[RECORDS SUPPLIED — start]
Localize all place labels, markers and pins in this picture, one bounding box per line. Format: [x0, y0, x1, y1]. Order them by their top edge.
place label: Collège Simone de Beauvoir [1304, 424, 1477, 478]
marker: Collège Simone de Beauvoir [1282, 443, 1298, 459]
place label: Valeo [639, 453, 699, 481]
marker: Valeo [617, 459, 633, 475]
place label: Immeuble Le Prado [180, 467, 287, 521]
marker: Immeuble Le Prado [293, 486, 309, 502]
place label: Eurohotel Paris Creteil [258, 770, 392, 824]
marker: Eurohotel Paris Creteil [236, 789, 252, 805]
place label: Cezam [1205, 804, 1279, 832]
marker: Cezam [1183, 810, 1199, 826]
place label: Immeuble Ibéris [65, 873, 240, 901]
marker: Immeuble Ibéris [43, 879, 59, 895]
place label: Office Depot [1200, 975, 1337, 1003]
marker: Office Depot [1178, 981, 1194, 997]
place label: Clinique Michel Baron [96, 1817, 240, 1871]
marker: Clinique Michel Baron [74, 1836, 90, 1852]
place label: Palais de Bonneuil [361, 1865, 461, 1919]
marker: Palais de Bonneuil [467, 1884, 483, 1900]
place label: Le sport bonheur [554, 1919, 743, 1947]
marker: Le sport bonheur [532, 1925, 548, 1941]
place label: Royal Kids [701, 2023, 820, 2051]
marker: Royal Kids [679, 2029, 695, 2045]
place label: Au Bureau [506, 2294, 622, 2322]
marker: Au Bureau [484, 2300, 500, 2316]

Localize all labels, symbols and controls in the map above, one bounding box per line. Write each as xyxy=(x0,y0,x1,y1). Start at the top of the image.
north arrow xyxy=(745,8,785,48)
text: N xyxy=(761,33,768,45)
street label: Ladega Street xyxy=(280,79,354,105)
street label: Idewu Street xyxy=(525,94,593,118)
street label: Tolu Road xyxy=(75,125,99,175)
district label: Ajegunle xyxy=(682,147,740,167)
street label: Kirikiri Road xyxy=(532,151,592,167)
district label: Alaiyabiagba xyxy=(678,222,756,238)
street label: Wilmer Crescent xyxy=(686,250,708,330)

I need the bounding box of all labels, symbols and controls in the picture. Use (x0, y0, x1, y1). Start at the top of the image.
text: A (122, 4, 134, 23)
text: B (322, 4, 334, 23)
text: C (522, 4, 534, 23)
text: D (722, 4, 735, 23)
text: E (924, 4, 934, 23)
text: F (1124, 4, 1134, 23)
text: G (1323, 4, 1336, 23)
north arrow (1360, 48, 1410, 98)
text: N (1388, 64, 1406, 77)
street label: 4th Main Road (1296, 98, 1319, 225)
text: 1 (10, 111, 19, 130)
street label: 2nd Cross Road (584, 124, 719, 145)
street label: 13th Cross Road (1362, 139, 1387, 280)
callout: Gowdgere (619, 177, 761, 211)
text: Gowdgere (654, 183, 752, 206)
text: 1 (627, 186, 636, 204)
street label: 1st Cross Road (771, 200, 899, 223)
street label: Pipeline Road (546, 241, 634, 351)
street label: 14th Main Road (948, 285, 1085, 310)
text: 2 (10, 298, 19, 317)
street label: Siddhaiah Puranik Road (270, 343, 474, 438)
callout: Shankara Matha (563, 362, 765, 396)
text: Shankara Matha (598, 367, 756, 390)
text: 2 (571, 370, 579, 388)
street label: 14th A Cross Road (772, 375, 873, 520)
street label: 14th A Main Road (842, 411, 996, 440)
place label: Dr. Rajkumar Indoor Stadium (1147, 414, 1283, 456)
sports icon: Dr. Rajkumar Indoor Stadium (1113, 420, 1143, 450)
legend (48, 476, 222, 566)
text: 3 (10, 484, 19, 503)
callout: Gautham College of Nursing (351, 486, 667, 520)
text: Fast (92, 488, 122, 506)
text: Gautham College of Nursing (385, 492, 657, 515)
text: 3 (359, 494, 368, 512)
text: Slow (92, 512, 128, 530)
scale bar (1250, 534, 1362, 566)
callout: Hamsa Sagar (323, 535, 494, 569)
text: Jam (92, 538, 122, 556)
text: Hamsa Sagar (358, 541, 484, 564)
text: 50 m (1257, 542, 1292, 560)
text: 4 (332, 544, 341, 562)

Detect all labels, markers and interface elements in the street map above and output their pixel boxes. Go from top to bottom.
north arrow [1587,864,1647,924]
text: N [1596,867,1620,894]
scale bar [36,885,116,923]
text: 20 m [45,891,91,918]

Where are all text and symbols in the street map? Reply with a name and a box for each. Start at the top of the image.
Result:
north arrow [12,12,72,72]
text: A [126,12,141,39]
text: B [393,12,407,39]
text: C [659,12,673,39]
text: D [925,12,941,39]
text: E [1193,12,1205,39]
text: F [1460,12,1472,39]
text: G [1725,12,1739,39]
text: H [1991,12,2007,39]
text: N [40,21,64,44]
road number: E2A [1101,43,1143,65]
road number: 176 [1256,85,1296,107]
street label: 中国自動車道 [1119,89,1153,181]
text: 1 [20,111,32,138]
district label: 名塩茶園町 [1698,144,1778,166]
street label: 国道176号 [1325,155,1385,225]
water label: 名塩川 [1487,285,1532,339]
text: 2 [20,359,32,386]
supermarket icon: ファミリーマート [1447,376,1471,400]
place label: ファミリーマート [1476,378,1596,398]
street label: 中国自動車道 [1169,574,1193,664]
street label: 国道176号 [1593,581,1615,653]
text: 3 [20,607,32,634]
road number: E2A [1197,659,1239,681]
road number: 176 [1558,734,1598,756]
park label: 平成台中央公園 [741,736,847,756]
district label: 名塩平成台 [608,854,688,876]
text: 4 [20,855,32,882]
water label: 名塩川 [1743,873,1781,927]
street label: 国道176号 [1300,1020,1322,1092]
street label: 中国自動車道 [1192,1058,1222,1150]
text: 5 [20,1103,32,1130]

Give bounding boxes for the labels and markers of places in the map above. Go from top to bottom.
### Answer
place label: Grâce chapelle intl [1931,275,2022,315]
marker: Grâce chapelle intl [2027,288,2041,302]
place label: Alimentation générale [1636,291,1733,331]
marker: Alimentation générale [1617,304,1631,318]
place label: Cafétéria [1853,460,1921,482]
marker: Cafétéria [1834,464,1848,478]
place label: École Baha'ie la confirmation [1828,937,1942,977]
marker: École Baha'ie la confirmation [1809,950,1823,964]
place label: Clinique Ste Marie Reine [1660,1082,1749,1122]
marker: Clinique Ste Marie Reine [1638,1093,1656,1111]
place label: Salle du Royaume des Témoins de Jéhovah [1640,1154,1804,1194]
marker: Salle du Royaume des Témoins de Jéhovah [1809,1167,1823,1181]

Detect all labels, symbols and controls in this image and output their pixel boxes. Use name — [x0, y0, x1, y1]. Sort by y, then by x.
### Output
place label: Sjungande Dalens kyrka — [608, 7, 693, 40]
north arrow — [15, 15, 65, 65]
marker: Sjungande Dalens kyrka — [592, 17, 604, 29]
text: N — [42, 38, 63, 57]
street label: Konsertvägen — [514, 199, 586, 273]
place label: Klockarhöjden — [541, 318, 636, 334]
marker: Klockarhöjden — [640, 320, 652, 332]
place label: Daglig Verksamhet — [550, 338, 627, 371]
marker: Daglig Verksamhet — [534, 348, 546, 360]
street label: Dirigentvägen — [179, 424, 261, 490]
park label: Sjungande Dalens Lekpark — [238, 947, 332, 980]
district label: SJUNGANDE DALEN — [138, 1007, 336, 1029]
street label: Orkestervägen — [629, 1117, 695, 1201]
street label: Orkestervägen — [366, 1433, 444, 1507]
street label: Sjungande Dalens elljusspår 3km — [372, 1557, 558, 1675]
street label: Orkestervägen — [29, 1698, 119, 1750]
[RECORDS SUPPLIED — finish]
**WORK TO BE COMPLETED**
All entries shown above should be duplicated without a single difference.

**THE ANSWER**
Localize all place labels, markers and pins in this picture, one bounding box per line. Format: [x0, y0, x1, y1]. Order them by their top edge.
place label: Collège Simone de Beauvoir [1304, 424, 1477, 478]
marker: Collège Simone de Beauvoir [1282, 443, 1298, 459]
place label: Valeo [639, 453, 699, 481]
marker: Valeo [617, 459, 633, 475]
place label: Immeuble Le Prado [180, 467, 287, 521]
marker: Immeuble Le Prado [293, 486, 309, 502]
place label: Eurohotel Paris Creteil [258, 770, 392, 824]
marker: Eurohotel Paris Creteil [236, 789, 252, 805]
place label: Cezam [1205, 804, 1279, 832]
marker: Cezam [1183, 810, 1199, 826]
place label: Immeuble Ibéris [65, 873, 240, 901]
marker: Immeuble Ibéris [43, 879, 59, 895]
place label: Office Depot [1200, 975, 1337, 1003]
marker: Office Depot [1178, 981, 1194, 997]
place label: Clinique Michel Baron [96, 1817, 240, 1871]
marker: Clinique Michel Baron [74, 1836, 90, 1852]
place label: Palais de Bonneuil [361, 1865, 461, 1919]
marker: Palais de Bonneuil [467, 1884, 483, 1900]
place label: Le sport bonheur [554, 1919, 743, 1947]
marker: Le sport bonheur [532, 1925, 548, 1941]
place label: Royal Kids [701, 2023, 820, 2051]
marker: Royal Kids [679, 2029, 695, 2045]
place label: Au Bureau [506, 2294, 622, 2322]
marker: Au Bureau [484, 2300, 500, 2316]

Localize all labels, symbols and controls in the map above, one bounding box per line. Write each as xyxy=(x0,y0,x1,y1). Start at the top of the image.
north arrow xyxy=(745,8,785,48)
text: N xyxy=(761,33,768,45)
street label: Ladega Street xyxy=(280,79,354,105)
street label: Idewu Street xyxy=(525,94,593,118)
street label: Tolu Road xyxy=(75,125,99,175)
district label: Ajegunle xyxy=(682,147,740,167)
street label: Kirikiri Road xyxy=(532,151,592,167)
district label: Alaiyabiagba xyxy=(678,222,756,238)
street label: Wilmer Crescent xyxy=(686,250,708,330)

I need the bounding box of all labels, symbols and controls in the picture. Use (x0, y0, x1, y1). Start at the top of the image.
text: A (122, 4, 134, 23)
text: B (322, 4, 334, 23)
text: C (522, 4, 534, 23)
text: D (722, 4, 735, 23)
text: E (924, 4, 934, 23)
text: F (1124, 4, 1134, 23)
text: G (1323, 4, 1336, 23)
north arrow (1360, 48, 1410, 98)
text: N (1388, 64, 1406, 77)
street label: 4th Main Road (1296, 98, 1319, 225)
text: 1 (10, 111, 19, 130)
street label: 2nd Cross Road (584, 124, 719, 145)
street label: 13th Cross Road (1362, 139, 1387, 280)
callout: Gowdgere (619, 177, 761, 211)
text: Gowdgere (654, 183, 752, 206)
text: 1 (627, 186, 636, 204)
street label: 1st Cross Road (771, 200, 899, 223)
street label: Pipeline Road (546, 241, 634, 351)
street label: 14th Main Road (948, 285, 1085, 310)
text: 2 (10, 298, 19, 317)
street label: Siddhaiah Puranik Road (270, 343, 474, 438)
callout: Shankara Matha (563, 362, 765, 396)
text: Shankara Matha (598, 367, 756, 390)
text: 2 (571, 370, 579, 388)
street label: 14th A Cross Road (772, 375, 873, 520)
street label: 14th A Main Road (842, 411, 996, 440)
place label: Dr. Rajkumar Indoor Stadium (1147, 414, 1283, 456)
sports icon: Dr. Rajkumar Indoor Stadium (1113, 420, 1143, 450)
legend (48, 476, 222, 566)
text: 3 (10, 484, 19, 503)
callout: Gautham College of Nursing (351, 486, 667, 520)
text: Fast (92, 488, 122, 506)
text: Gautham College of Nursing (385, 492, 657, 515)
text: 3 (359, 494, 368, 512)
text: Slow (92, 512, 128, 530)
scale bar (1250, 534, 1362, 566)
callout: Hamsa Sagar (323, 535, 494, 569)
text: Jam (92, 538, 122, 556)
text: Hamsa Sagar (358, 541, 484, 564)
text: 50 m (1257, 542, 1292, 560)
text: 4 (332, 544, 341, 562)

Detect all labels, markers and interface elements in the street map above and output their pixel boxes. Go from top to bottom.
north arrow [1587,864,1647,924]
text: N [1596,867,1620,894]
scale bar [36,885,116,923]
text: 20 m [45,891,91,918]

Where are all text and symbols in the street map? Reply with a name and a box for each. Start at the top of the image.
Result:
north arrow [12,12,72,72]
text: A [126,12,141,39]
text: B [393,12,407,39]
text: C [659,12,673,39]
text: D [925,12,941,39]
text: E [1193,12,1205,39]
text: F [1460,12,1472,39]
text: G [1725,12,1739,39]
text: H [1991,12,2007,39]
text: N [40,21,64,44]
road number: E2A [1101,43,1143,65]
road number: 176 [1256,85,1296,107]
street label: 中国自動車道 [1119,89,1153,181]
text: 1 [20,111,32,138]
district label: 名塩茶園町 [1698,144,1778,166]
street label: 国道176号 [1325,155,1385,225]
water label: 名塩川 [1487,285,1532,339]
text: 2 [20,359,32,386]
supermarket icon: ファミリーマート [1447,376,1471,400]
place label: ファミリーマート [1476,378,1596,398]
street label: 中国自動車道 [1169,574,1193,664]
street label: 国道176号 [1593,581,1615,653]
text: 3 [20,607,32,634]
road number: E2A [1197,659,1239,681]
road number: 176 [1558,734,1598,756]
park label: 平成台中央公園 [741,736,847,756]
district label: 名塩平成台 [608,854,688,876]
text: 4 [20,855,32,882]
water label: 名塩川 [1743,873,1781,927]
street label: 国道176号 [1300,1020,1322,1092]
street label: 中国自動車道 [1192,1058,1222,1150]
text: 5 [20,1103,32,1130]

Give bounding boxes for the labels and markers of places in the map above. Go from top to bottom.
### Answer
place label: Grâce chapelle intl [1931,275,2022,315]
marker: Grâce chapelle intl [2027,288,2041,302]
place label: Alimentation générale [1636,291,1733,331]
marker: Alimentation générale [1617,304,1631,318]
place label: Cafétéria [1853,460,1921,482]
marker: Cafétéria [1834,464,1848,478]
place label: École Baha'ie la confirmation [1828,937,1942,977]
marker: École Baha'ie la confirmation [1809,950,1823,964]
place label: Clinique Ste Marie Reine [1660,1082,1749,1122]
marker: Clinique Ste Marie Reine [1638,1093,1656,1111]
place label: Salle du Royaume des Témoins de Jéhovah [1640,1154,1804,1194]
marker: Salle du Royaume des Témoins de Jéhovah [1809,1167,1823,1181]

Detect all labels, symbols and controls in this image and output their pixel boxes. Use name — [x0, y0, x1, y1]. Sort by y, then by x.
### Output
place label: Sjungande Dalens kyrka — [608, 7, 693, 40]
north arrow — [15, 15, 65, 65]
marker: Sjungande Dalens kyrka — [592, 17, 604, 29]
text: N — [42, 38, 63, 57]
street label: Konsertvägen — [514, 199, 586, 273]
place label: Klockarhöjden — [541, 318, 636, 334]
marker: Klockarhöjden — [640, 320, 652, 332]
place label: Daglig Verksamhet — [550, 338, 627, 371]
marker: Daglig Verksamhet — [534, 348, 546, 360]
street label: Dirigentvägen — [179, 424, 261, 490]
park label: Sjungande Dalens Lekpark — [238, 947, 332, 980]
district label: SJUNGANDE DALEN — [138, 1007, 336, 1029]
street label: Orkestervägen — [629, 1117, 695, 1201]
street label: Orkestervägen — [366, 1433, 444, 1507]
street label: Sjungande Dalens elljusspår 3km — [372, 1557, 558, 1675]
street label: Orkestervägen — [29, 1698, 119, 1750]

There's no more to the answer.